This morning’s Design Review Committee unanimously approved building and landscape design for Regions Field, the new downtown home of the Birmingham Barons baseball team (above, Virginia Williams with the Mayor’s office introduces the project). Looking closely at the colored plan on the easel above, you can see the baseball diamond oriented for optimum home plate and spectator comfort (shade will fall across the stands at almost all times). In pink are the ancillary elements along the 1st Avenue South edge up top and the 14th Street edge to the left; their character was the subject of most of the Committee’s discussion.
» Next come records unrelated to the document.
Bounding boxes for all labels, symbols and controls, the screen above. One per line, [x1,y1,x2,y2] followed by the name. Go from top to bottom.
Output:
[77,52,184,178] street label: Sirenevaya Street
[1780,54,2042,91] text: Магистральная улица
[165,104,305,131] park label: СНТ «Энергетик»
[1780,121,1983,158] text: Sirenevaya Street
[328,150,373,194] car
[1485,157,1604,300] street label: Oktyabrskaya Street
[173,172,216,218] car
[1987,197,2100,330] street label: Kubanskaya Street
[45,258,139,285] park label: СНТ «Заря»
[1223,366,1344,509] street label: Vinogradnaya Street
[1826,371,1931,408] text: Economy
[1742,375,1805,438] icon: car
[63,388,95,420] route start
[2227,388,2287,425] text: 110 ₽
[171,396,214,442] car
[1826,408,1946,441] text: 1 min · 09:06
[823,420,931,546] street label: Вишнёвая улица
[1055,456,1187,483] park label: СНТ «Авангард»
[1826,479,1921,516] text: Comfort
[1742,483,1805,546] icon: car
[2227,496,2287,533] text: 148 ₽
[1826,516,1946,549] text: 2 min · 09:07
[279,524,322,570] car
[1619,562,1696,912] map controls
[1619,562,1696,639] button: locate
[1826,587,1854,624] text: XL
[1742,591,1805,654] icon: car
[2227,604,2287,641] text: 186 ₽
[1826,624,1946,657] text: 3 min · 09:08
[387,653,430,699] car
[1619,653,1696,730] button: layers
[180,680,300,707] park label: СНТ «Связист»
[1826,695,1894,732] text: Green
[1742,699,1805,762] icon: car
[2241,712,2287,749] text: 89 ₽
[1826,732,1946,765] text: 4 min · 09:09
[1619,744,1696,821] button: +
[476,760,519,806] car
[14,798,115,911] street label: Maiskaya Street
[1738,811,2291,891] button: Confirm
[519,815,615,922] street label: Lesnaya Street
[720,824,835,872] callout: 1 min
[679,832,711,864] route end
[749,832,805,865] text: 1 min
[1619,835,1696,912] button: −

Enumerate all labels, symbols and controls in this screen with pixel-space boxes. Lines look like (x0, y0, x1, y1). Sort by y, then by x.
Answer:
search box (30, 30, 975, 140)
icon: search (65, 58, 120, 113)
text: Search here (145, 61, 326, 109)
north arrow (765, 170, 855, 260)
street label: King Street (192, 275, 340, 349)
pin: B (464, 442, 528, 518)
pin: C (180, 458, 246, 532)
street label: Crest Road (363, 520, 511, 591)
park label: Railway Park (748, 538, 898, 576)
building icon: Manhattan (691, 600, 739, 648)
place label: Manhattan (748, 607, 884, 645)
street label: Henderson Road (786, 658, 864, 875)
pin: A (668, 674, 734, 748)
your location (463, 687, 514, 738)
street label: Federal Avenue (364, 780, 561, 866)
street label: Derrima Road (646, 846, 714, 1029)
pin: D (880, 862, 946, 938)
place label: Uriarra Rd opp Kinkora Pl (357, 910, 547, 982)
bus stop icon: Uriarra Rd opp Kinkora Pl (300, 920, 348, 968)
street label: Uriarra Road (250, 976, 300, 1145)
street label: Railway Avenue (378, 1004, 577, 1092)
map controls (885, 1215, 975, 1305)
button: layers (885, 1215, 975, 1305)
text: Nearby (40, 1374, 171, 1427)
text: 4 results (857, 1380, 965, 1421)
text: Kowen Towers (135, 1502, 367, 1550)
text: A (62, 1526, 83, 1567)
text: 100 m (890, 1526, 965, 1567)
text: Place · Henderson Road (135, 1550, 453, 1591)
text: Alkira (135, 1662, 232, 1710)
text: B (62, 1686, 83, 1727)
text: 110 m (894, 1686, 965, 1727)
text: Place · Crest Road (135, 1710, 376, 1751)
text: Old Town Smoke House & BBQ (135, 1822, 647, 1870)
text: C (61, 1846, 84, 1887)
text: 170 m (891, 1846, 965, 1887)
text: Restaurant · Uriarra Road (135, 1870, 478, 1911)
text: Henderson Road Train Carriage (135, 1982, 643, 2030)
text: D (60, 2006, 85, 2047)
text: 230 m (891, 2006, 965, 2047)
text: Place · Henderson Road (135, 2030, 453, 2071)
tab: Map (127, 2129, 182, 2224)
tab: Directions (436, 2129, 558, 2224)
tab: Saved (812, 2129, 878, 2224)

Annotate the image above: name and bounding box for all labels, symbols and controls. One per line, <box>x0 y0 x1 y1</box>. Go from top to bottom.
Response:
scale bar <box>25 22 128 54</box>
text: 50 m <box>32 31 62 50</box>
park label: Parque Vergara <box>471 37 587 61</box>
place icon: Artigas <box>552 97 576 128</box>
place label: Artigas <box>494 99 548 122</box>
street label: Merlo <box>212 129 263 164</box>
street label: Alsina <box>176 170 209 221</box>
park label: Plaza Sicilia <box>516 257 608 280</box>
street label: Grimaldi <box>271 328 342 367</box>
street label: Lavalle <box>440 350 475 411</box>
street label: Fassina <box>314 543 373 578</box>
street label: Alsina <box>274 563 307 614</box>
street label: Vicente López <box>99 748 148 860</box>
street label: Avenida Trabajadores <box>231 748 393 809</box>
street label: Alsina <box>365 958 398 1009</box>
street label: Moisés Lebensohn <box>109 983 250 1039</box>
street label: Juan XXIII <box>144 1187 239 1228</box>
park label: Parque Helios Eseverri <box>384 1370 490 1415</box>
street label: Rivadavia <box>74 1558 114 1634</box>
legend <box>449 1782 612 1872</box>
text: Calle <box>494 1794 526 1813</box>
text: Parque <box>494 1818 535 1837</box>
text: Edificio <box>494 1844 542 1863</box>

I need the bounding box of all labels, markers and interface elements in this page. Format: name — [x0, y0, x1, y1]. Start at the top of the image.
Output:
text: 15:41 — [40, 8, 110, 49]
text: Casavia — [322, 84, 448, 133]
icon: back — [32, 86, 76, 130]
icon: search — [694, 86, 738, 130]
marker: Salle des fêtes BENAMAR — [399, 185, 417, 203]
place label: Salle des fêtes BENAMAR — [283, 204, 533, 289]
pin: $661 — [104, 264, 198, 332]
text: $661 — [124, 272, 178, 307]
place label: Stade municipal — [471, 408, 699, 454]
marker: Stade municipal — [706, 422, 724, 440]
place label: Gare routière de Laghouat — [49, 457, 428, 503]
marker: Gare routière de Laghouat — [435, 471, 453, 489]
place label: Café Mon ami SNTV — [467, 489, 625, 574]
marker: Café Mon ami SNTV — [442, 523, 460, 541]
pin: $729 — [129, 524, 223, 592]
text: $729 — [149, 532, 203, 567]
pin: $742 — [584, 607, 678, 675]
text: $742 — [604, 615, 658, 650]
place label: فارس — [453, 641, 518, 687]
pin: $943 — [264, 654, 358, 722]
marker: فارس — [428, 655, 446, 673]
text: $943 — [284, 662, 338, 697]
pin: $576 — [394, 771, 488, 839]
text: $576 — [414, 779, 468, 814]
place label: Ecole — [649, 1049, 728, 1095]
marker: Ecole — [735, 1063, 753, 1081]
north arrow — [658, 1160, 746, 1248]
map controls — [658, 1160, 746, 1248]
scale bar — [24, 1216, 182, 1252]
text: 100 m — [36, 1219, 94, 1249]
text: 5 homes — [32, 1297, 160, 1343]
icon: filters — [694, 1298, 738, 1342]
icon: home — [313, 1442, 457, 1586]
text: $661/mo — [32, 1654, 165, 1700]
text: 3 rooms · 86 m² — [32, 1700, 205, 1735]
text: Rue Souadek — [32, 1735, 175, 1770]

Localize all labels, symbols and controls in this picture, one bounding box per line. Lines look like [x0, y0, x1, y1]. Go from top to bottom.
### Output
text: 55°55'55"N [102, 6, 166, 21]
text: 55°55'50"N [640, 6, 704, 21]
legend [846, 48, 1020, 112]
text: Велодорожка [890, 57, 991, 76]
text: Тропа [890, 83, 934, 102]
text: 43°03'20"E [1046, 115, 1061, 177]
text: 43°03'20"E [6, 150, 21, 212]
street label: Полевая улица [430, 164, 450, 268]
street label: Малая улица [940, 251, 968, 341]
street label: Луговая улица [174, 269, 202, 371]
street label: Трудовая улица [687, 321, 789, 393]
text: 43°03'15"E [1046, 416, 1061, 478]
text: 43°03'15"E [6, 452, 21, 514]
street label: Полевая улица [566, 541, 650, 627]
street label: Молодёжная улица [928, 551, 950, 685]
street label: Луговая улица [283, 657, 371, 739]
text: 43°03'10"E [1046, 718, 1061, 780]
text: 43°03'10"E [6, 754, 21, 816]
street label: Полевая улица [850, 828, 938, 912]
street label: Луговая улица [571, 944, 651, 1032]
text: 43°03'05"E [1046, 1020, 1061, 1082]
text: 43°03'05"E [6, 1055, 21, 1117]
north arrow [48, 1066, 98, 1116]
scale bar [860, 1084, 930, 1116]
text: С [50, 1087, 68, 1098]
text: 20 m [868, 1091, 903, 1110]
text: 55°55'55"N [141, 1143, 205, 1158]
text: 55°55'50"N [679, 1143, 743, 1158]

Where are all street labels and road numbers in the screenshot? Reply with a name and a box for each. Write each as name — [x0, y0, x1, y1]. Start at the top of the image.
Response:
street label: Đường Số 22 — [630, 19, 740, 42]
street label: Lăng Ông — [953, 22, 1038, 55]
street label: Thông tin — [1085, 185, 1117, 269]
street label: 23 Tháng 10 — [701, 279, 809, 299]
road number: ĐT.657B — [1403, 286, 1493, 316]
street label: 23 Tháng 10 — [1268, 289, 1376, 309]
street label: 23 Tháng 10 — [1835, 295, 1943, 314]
The main floor plan is shown above (Lead architect HKS and local partner GA Studio). Again, 1st Avenue South is across the top (with Railroad Park directly across the street), and 14th Street to the left (west). 16th Street is to the right (east), and 3rd Avenue at the bottom (south). The project takes up 4 square blocks–15th Street and 2nd Avenue are consumed. The main entry plaza is the corner of 14th and 1st Avenue; along 1st Avenue are a ticket office, Barons merchandise store, and ice-cream shop as you walk east towards B&A Warehouse. Those 3 elements will be open daily to the public (and can be entered from the sidewalk as well as from the interior), regardless of whether the Barons are playing. Along 14th Street is a wide landscaped plaza with tables and chairs, that again will be open to the public regardless of the day. There is a connector of landscape walks, green berms, and children’s playground running on the east around the field which will likewise be open to the public at all times as a promenade connecting UAB campus to the Railroad Park.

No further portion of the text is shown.